• **PROVIDED RECORDS**
↓↓↓

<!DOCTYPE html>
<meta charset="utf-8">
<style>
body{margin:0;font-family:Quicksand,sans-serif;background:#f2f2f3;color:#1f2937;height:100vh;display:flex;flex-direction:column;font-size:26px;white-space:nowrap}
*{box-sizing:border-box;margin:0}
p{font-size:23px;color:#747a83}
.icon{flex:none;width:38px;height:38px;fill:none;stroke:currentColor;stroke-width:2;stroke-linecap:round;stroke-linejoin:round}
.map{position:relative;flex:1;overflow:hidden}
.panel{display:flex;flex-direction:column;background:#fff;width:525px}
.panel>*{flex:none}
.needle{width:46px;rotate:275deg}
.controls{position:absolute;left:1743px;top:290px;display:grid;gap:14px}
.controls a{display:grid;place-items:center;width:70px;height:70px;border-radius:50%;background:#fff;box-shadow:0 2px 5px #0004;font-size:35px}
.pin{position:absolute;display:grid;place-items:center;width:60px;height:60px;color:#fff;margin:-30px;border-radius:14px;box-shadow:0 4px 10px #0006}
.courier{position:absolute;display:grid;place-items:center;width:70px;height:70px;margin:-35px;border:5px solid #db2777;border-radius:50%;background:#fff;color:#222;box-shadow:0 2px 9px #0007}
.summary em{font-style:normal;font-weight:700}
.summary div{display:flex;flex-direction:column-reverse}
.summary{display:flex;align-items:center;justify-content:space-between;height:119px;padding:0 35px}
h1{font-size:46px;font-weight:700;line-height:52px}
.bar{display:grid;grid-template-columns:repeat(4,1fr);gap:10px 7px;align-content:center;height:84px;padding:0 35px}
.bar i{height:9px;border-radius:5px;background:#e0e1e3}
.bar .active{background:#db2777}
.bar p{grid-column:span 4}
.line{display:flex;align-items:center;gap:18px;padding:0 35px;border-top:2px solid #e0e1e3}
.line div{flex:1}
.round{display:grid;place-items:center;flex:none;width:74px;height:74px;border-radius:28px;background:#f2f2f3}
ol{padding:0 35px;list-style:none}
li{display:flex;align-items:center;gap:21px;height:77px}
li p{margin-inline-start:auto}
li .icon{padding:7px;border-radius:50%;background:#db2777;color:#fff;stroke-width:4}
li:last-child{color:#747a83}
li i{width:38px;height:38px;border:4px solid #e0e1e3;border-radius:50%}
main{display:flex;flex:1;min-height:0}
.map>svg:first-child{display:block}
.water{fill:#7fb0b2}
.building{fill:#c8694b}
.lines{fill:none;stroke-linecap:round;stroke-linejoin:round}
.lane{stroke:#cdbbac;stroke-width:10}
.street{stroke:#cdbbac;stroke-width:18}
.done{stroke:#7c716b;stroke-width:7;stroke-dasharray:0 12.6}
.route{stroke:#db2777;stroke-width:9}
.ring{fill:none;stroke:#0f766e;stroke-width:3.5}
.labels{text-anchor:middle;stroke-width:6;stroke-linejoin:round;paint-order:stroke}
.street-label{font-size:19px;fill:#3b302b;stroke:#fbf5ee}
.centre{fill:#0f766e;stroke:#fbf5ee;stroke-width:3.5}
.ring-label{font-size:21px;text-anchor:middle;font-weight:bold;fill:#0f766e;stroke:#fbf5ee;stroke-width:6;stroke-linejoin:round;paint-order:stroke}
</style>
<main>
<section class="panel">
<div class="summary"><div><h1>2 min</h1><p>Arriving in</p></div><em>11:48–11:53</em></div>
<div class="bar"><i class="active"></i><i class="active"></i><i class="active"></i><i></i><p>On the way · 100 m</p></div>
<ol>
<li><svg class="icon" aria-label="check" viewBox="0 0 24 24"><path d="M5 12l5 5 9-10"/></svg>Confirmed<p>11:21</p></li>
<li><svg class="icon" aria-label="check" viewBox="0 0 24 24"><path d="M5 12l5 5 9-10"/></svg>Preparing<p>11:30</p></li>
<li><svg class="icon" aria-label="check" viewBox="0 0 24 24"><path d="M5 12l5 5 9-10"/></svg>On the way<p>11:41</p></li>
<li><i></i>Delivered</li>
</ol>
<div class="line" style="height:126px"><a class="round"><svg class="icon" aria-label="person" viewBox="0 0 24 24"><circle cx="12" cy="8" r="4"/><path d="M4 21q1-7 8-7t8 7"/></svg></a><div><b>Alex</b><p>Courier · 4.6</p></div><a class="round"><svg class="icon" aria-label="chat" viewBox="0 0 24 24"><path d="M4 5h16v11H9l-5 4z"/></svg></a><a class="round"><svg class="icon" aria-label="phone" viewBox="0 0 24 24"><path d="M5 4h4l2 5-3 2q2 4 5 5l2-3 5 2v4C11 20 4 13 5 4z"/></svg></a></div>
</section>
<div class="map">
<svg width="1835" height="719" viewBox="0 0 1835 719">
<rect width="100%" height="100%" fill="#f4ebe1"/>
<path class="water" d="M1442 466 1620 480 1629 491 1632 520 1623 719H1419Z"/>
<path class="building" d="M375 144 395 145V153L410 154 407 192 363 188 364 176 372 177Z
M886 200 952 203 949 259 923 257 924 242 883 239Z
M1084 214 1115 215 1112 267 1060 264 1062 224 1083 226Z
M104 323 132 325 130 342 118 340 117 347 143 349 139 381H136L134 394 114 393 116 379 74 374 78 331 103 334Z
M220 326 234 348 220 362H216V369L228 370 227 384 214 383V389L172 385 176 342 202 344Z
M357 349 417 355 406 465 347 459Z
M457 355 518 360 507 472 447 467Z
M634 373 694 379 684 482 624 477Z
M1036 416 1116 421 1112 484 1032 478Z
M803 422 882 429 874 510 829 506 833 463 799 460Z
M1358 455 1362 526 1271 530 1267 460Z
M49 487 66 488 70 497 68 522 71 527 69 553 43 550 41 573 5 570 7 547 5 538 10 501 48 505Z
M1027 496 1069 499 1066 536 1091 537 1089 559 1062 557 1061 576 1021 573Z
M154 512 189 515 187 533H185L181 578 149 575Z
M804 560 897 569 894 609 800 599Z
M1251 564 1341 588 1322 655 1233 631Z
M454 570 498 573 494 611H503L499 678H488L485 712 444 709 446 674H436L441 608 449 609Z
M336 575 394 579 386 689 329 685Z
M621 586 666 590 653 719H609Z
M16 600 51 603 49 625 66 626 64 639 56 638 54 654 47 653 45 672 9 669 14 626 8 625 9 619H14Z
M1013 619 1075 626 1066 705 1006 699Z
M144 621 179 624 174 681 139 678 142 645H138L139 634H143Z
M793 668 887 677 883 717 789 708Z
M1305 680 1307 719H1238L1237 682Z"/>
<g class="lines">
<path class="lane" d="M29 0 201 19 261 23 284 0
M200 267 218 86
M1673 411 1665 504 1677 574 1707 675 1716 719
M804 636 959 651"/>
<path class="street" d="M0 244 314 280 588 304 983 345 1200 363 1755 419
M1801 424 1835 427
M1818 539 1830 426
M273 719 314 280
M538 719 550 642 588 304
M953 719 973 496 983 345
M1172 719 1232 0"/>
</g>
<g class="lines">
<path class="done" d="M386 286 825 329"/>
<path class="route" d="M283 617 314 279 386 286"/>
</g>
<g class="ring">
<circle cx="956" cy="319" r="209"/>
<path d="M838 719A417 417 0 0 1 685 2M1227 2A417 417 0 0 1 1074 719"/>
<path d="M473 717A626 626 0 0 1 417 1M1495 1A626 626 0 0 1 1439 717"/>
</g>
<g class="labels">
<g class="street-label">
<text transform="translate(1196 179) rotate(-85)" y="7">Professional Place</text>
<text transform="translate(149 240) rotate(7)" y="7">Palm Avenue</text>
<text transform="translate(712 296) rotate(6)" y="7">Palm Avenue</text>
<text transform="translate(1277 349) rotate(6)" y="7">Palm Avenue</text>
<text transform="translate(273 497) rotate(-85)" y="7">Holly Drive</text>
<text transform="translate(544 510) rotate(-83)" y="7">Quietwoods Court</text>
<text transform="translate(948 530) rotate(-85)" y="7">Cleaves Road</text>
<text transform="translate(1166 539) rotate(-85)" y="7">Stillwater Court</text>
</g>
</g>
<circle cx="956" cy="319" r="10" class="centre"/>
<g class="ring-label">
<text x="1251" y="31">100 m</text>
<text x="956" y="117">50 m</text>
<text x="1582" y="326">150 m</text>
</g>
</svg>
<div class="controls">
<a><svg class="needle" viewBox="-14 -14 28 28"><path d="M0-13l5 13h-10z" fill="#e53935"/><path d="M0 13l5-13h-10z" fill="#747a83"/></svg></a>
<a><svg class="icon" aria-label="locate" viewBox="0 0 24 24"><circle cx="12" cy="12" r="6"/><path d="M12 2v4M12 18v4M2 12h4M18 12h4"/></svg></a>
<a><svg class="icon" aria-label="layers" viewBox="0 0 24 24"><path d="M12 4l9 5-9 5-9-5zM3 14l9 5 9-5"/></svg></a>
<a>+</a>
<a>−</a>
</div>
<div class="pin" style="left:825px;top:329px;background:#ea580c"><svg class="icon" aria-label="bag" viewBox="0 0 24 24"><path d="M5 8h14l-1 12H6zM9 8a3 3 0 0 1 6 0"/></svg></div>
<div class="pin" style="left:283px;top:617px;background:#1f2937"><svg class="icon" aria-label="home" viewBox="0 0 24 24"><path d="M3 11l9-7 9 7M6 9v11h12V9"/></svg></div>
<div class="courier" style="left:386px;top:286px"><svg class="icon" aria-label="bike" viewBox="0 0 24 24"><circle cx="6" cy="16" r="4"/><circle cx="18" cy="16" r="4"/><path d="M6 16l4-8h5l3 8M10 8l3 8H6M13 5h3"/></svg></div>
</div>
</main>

↑↑↑

Once you reach the line with "way · 100 m</p></div>" in the data above, copy it and every line after it exactly, up to and including the line with "M621 586 666 590 653 719H609Z".

• **SOLVED EXERCISE**
<div class="bar"><i class="active"></i><i class="active"></i><i class="active"></i><i></i><p>On the way · 100 m</p></div>
<ol>
<li><svg class="icon" aria-label="check" viewBox="0 0 24 24"><path d="M5 12l5 5 9-10"/></svg>Confirmed<p>11:21</p></li>
<li><svg class="icon" aria-label="check" viewBox="0 0 24 24"><path d="M5 12l5 5 9-10"/></svg>Preparing<p>11:30</p></li>
<li><svg class="icon" aria-label="check" viewBox="0 0 24 24"><path d="M5 12l5 5 9-10"/></svg>On the way<p>11:41</p></li>
<li><i></i>Delivered</li>
</ol>
<div class="line" style="height:126px"><a class="round"><svg class="icon" aria-label="person" viewBox="0 0 24 24"><circle cx="12" cy="8" r="4"/><path d="M4 21q1-7 8-7t8 7"/></svg></a><div><b>Alex</b><p>Courier · 4.6</p></div><a class="round"><svg class="icon" aria-label="chat" viewBox="0 0 24 24"><path d="M4 5h16v11H9l-5 4z"/></svg></a><a class="round"><svg class="icon" aria-label="phone" viewBox="0 0 24 24"><path d="M5 4h4l2 5-3 2q2 4 5 5l2-3 5 2v4C11 20 4 13 5 4z"/></svg></a></div>
</section>
<div class="map">
<svg width="1835" height="719" viewBox="0 0 1835 719">
<rect width="100%" height="100%" fill="#f4ebe1"/>
<path class="water" d="M1442 466 1620 480 1629 491 1632 520 1623 719H1419Z"/>
<path class="building" d="M375 144 395 145V153L410 154 407 192 363 188 364 176 372 177Z
M886 200 952 203 949 259 923 257 924 242 883 239Z
M1084 214 1115 215 1112 267 1060 264 1062 224 1083 226Z
M104 323 132 325 130 342 118 340 117 347 143 349 139 381H136L134 394 114 393 116 379 74 374 78 331 103 334Z
M220 326 234 348 220 362H216V369L228 370 227 384 214 383V389L172 385 176 342 202 344Z
M357 349 417 355 406 465 347 459Z
M457 355 518 360 507 472 447 467Z
M634 373 694 379 684 482 624 477Z
M1036 416 1116 421 1112 484 1032 478Z
M803 422 882 429 874 510 829 506 833 463 799 460Z
M1358 455 1362 526 1271 530 1267 460Z
M49 487 66 488 70 497 68 522 71 527 69 553 43 550 41 573 5 570 7 547 5 538 10 501 48 505Z
M1027 496 1069 499 1066 536 1091 537 1089 559 1062 557 1061 576 1021 573Z
M154 512 189 515 187 533H185L181 578 149 575Z
M804 560 897 569 894 609 800 599Z
M1251 564 1341 588 1322 655 1233 631Z
M454 570 498 573 494 611H503L499 678H488L485 712 444 709 446 674H436L441 608 449 609Z
M336 575 394 579 386 689 329 685Z
M621 586 666 590 653 719H609Z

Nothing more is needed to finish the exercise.